Valuable Data: March 2014

Friday, March 28, 2014

Accumulating Snapshot Fact Tables

We've been looking at the various fact table design options in data warehousing. Two weeks ago we examined the transaction fact table and last week we examined the periodic snapshot fact table. The third and final option is called an accumulating snapshot. This type of fact table is different from the other two in one big way. Each row is often revisited. Consider our banking example from the other posts. When a deposit is added to a transaction fact table, that row is added and then left alone. All of the data needed to add and complete that row is known. The same is true of periodic snapshots. An accumulating snapshot fact table begins each row and then accumulates data until that row is complete. Let's consider an example in a different context. Suppose that a star is built for the purposes of analyzing a help desk ticketing business process. The following descriptors (in addition to any measures) are a part of the business process:

Date Ticket Opened
Date Ticket Assigned
Date Solution Provided To Customer
Date Customer Accepted Solution
Date Ticket Closed
Ticket Number

Suppose that ticket number 10012 is opened on 3/1/14. At that point, this row will exist in the fact table:

Date Ticket Opened	Date Ticket Assigned	Date Solution Provided To Customer	Date Customer Accepted Solution	Date Ticket Closed	Ticket Number
3/1/2014					10012

Now, suppose that the ticket is assigned to a technician on 3/3/14. That same row will be updated to look like this:

Date Ticket Opened	Date Ticket Assigned	Date Solution Provided To Customer	Date Customer Accepted Solution	Date Ticket Closed	Ticket Number
3/1/2014	3/3/2014				10012

If the solution is provided to the customer one day later, the row will be updated to look like this:

Date Ticket Opened	Date Ticket Assigned	Date Solution Provided To Customer	Date Customer Accepted Solution	Date Ticket Closed	Ticket Number
3/1/2014	3/3/2014	3/4/2014			10012

Assuming that the customer accepts the solution on 3/5 and the ticket is closed 3/6, the row will be updated to look like this:

Date Ticket Opened	Date Ticket Assigned	Date Solution Provided To Customer	Date Customer Accepted Solution	Date Ticket Closed	Ticket Number
3/1/2014	3/3/2014	3/4/2014	3/5/2014		10012

and then this:

Date Ticket Opened	Date Ticket Assigned	Date Solution Provided To Customer	Date Customer Accepted Solution	Date Ticket Closed	Ticket Number
3/1/2014	3/3/2014	3/4/2014	3/5/2014	3/6/2014	10012

At this point, the row is left alone. If you so desire, an accumulating snapshot allows you to store some lags between dates to help with analysis. This can help ease the burden of using the database to calculate the various lags.

In the future we will look at writing some ETL to populate an accumulating snapshot fact table.

Image courtesy of Vichaya Kiatying-Angsulee / FreeDigitalPhotos.net

Friday, March 21, 2014

Periodic Snapshot Fact Tables

In our last post we looked at one of three ways to design a fact table, called a transaction fact table.
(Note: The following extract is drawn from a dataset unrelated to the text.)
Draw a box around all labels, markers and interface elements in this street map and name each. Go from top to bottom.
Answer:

Today, let's look at a second design, called the periodic snapshot. Remember from Ralph Kimball's teaching (and last week's post) that a transaction fact table gains a row each time that something happens. Using our banking example, from last week, each deposit or withdrawal will result in a record being inserted. Looking at only one record will allow us to see that one event. Adding these records will allow us to see the balance.
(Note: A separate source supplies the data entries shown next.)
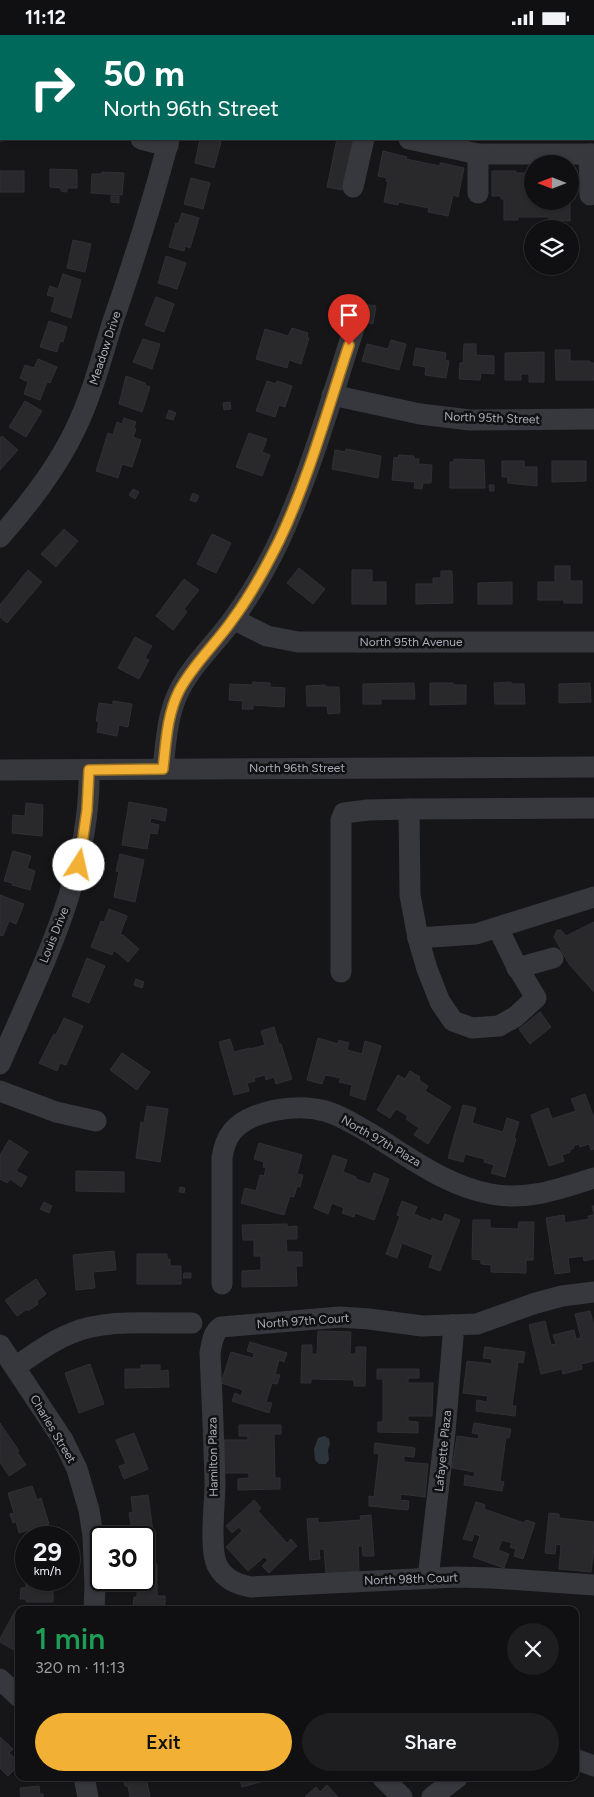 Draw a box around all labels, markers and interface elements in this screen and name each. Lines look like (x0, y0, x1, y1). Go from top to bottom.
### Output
text: 11:12 (25, 6, 66, 29)
text: 50 m (103, 53, 185, 95)
icon: right (20, 55, 85, 120)
text: North 96th Street (103, 95, 279, 122)
north arrow (524, 155, 579, 210)
map controls (524, 155, 579, 275)
button: layers (524, 220, 579, 275)
pin (328, 294, 370, 345)
icon: arrive (335, 301, 363, 329)
street label: Meadow Drive (86, 309, 124, 387)
street label: North 95th Street (444, 409, 541, 427)
street label: North 95th Avenue (360, 635, 463, 649)
street label: North 96th Street (249, 761, 345, 775)
position arrow (52, 838, 104, 890)
street label: Louis Drive (36, 905, 72, 965)
street label: North 97th Plaza (339, 1113, 423, 1169)
street label: North 97th Court (256, 1311, 350, 1331)
street label: Charles Street (27, 1392, 79, 1466)
street label: Lafayette Plaza (432, 1410, 454, 1492)
street label: Hamilton Plaza (205, 1417, 221, 1497)
speed limit sign: 30 (90, 1526, 155, 1591)
text: 29 (33, 1537, 62, 1567)
text: km/h (34, 1564, 61, 1578)
street label: North 98th Court (364, 1570, 459, 1588)
text: 1 min (35, 1620, 105, 1657)
button: close (507, 1623, 559, 1675)
text: 320 m · 11:13 (35, 1658, 125, 1677)
button: Exit (35, 1713, 292, 1771)
button: Share (302, 1713, 559, 1771)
A periodic snapshot contains snapshots of the data as it existed at various points in time. Unlike a transaction fact table, selecting one row (or perhaps a subset of rows if it is semi-additive) will display the current value at that point. Our example from last week involved opening a checking account at Acme Bank on 2/1/14 and making an initial deposit of $3,000. Three days later you withdrew $200. Five days after that, you deposited $1,000. If a periodic snapshot were written to show the balance at a daily level, a plain-english version may look something like this:

Date	Amount
2/1/2014	$3,000
2/4/2014	$2,800
2/9/2014	$3,800

Now, let's use this table to answer the same questions that we examined last week:

1.) What was the account balance on 2/4?

Unlike the transaction fact table, in order to find the balance on 2/4, we only need to look at the 2/4 row. The 2/4 row contains a snapshot of the current balance on 2/4, as opposed to only the event that occured on 2/4. By looking at the 2/4 row, we will see that the balance was $2,800.

2.) What was the account balance on 2/9?

Using the same logic that was explained in #1 above, look only at the 2/9 rows. This will give you a value of $3,800.

3.) How much was deposited on 2/9?

This type of question cannot be answered using a periodic snapshot. A periodic snapshot will store the current state of the business process as of the applicable period, but will not store the events leading to the current state.

In the future we will look at writing some ETL to populate a periodic snapshot fact table. We will also take a look at an additional fact table design.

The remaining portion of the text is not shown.